1. It is helpful for the client to call the therapist directly prior to the evaluation meeting to have a conversation about what to expect during the evaluation.
2. Encourage your client to be as open and honest as they can during their evaluation. Downplaying the situation will work against them. This is the time to really be honest about emotional pain and hardship. Sometimes cultural factors can play into how comfortable a client feels about sharing their feelings. In these cases it is particularly important to prepare the client for the fact that the evaluator will be asking very personal questions about situations that may be painful to recall.
3. Try to encourage the client to relax. This is not an exam, and there are no right or wrong answers. The meeting can actually often be helpful and cathartic to clients.
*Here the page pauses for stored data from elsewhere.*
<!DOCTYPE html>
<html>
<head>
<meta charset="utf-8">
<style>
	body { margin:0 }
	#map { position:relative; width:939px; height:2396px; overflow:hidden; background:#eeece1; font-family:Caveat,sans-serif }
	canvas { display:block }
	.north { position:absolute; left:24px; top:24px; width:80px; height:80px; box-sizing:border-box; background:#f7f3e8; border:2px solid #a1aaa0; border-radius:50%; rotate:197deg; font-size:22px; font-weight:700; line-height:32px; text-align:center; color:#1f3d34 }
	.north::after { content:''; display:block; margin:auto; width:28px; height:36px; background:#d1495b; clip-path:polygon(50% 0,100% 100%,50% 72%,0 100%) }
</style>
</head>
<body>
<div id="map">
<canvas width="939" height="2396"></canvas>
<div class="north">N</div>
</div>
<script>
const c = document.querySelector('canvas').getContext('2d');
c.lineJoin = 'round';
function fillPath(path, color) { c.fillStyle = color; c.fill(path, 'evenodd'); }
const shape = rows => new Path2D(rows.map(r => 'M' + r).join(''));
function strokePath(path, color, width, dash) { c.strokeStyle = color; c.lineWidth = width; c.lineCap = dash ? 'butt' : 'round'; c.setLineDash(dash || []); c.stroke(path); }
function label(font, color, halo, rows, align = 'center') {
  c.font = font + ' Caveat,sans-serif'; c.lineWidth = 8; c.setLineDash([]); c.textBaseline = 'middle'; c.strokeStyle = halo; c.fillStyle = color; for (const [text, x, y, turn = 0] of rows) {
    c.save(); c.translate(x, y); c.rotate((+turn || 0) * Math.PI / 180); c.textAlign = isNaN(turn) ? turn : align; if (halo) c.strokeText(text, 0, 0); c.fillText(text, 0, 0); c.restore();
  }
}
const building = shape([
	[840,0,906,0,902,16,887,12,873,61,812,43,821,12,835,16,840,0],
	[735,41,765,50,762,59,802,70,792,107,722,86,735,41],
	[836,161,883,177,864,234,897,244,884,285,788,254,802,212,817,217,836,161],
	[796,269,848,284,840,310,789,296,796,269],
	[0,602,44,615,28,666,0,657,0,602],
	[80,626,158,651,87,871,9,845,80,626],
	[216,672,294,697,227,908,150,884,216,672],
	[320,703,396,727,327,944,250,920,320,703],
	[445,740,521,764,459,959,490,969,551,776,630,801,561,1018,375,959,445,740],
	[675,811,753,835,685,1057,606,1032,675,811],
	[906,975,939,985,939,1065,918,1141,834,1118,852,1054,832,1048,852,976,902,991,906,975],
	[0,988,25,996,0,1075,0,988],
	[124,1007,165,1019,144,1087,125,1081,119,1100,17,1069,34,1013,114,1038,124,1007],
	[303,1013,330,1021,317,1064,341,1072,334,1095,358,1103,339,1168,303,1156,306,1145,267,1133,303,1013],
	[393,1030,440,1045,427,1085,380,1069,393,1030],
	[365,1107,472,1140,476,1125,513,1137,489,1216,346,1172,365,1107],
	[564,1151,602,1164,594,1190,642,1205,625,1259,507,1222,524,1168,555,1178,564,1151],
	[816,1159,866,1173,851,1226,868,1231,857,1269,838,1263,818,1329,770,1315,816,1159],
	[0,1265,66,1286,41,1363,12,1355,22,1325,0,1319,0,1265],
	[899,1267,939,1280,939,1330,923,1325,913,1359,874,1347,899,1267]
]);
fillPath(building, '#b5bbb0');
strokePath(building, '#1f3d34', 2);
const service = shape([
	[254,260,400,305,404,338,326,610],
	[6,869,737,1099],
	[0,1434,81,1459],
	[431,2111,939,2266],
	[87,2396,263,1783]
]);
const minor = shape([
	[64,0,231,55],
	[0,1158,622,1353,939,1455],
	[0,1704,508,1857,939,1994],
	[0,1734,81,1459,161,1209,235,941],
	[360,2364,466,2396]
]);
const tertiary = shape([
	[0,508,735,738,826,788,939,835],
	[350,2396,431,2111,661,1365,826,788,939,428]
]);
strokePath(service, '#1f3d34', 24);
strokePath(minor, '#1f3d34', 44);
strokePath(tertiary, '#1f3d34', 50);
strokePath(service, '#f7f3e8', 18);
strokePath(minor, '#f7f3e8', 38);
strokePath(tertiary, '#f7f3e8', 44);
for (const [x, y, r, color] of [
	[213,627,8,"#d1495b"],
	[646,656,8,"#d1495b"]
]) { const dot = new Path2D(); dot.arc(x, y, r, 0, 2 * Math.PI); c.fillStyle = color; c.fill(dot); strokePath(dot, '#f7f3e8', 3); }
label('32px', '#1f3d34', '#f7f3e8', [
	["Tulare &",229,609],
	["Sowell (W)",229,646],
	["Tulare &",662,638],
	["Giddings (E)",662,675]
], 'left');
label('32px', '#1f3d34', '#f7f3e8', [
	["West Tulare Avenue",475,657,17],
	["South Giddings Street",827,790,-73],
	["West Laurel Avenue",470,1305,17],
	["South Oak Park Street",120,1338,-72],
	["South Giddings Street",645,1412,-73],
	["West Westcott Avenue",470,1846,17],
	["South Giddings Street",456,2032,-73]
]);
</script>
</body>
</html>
I have had many clients thank me at the end of our session, feeling relieved to have had someone to listen emphatically to their story.
4. Ask your client to organize their thoughts a prior to the meeting. What is it that they want to make sure to get across? They can even write down some taking points. The interview will be directed by the therapist, but the client needs to make sure they don’t forget any key points.
5. If the client has previously seen a therapist or had any other mental health evaluations, it is helpful to obtain consent for the evaluator to contact the other clinician. If there are any written reports or documentation from another therapist, please have the client bring this along.
6. If the client has written their own statement, this can be useful to the clinician, but is not a necessity.
7. If translation is needed, advise the client to bring along someone they feel very comfortable sharing their most personal thoughts with. The questions in an evaluation are often of a very private nature.
8. Even if translation is not required, it sometimes makes a client feel more comfortable and open to have a close relative, spouse or friend with them for moral support. Even if this person sits in the waiting area, it is sometimes comforting for the client to know that someone they trust is right nearby.